Empathy levels of doctors ‘not properly tested’ in entry exam

Researchers say Hpat review needed to ensure doctors can communicate with patients in tough situations

Empathy levels and emotional intelligence are not being properly assessed under the Health Professions Admission Test (Hpat) which was introduced to make medical school more accessible to aspiring doctors. Image: Getty.

Empathy levels and emotional intelligence are not being properly assessed under the Health Professions Admission Test (Hpat) which was introduced to make medical school more accessible to aspiring doctors. Image: Getty.

 

Empathy levels and emotional intelligence are not being properly assessed under the Health Professions Admission Test (Hpat) which was introduced to make medical school more accessible to aspiring doctors, researchers claim.

Doctors from University College Cork (UCC) say results from the Hpat assessment, which is a requirement for students hoping to pursue a career in medicine, were not consistent with students’ self-reported empathy levels.

They said a review of the Hpat assessment was needed to ensure the State’s future doctors have the necessary emotional intelligence to communicate with patients in highly stressful and difficult situations.

Dr Donnchadh O’Sullivan, one of the authors of the report, recommended that the Hpat be updated to include a mini-interview process or “situational judgement testing” to gauge the empathy levels of incoming medical students.
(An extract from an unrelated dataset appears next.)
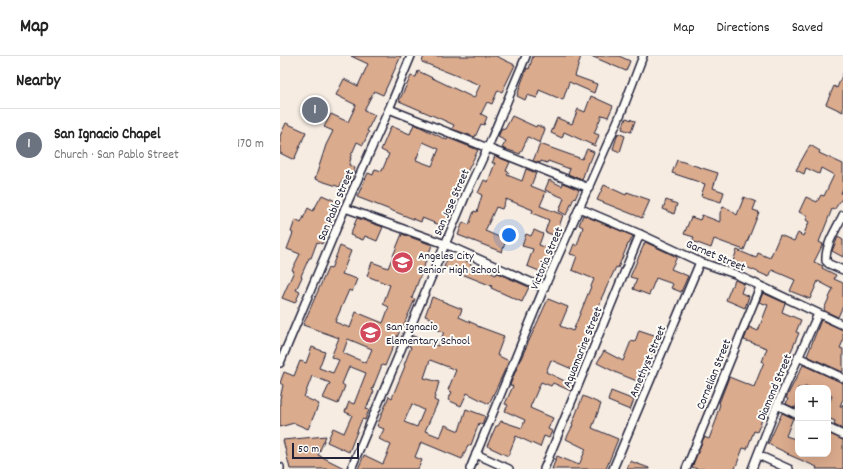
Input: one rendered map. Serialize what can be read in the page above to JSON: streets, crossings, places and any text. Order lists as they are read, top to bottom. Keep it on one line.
{"streets":{"street":["San Jose Street","San Pablo Street","Garnet Street","Victoria Street","Aquamarine Street","Amethyst Street","Cornelian Street","Diamond Street"]},"crossings":[["Garnet Street","Victoria Street"],["Garnet Street","Aquamarine Street"],["Garnet Street","Amethyst Street"],["Garnet Street","Cornelian Street"],["Garnet Street","Diamond Street"]],"places":{"school or university":["Angeles City Senior High School","San Ignacio Elementary School"]},"scale_bar":"50 m","page":{"header":"Map","nav":["Map","Directions","Saved"],"heading":"Nearby","pins":"1","list":[{"mark":"1","name":"San Ignacio Chapel","note":"Church · San Pablo Street","value":"170 m"}],"map_buttons":["+","−"],"scale":"50 m"}}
“The Hpat came in for three reasons; to find students who are more empathetic, to widen access to medical school and to bring the Irish medical schools’ curriculum policy closer to international norms,” said Dr O’Sullivan, who passed the Hpat test in 2011. “Our study doesn’t say the Hpat is useless. It’s just saying that we didn’t find a correlation between the Hpat scores and empathy levels.”

He added: “From the get go in medicine we’re taught the most important trait we need is to be kind. It’s essential for getting on with other people and getting on with the patient.

“Once you’re in the workplace those who have the communication skills and empathy are the ones who really shine as good doctors. Work ethic and trustability, these are the most important skills.

Incoming students

The release of the UCC study coincides with reports that the BioMedical Admissions Test (Bmat) - used to assess UK students applying for medical courses - is providing a “rigorous, transparent, careful and considered approach” in its assessment of incoming medical students.

Researchers from the Cambridge Assessment Admissions Testing group say the Bmat plays an important role broadening access to medical school to students from diverse backgrounds. It also found the assessment could “predict which students are most likely to be successful in medical study”.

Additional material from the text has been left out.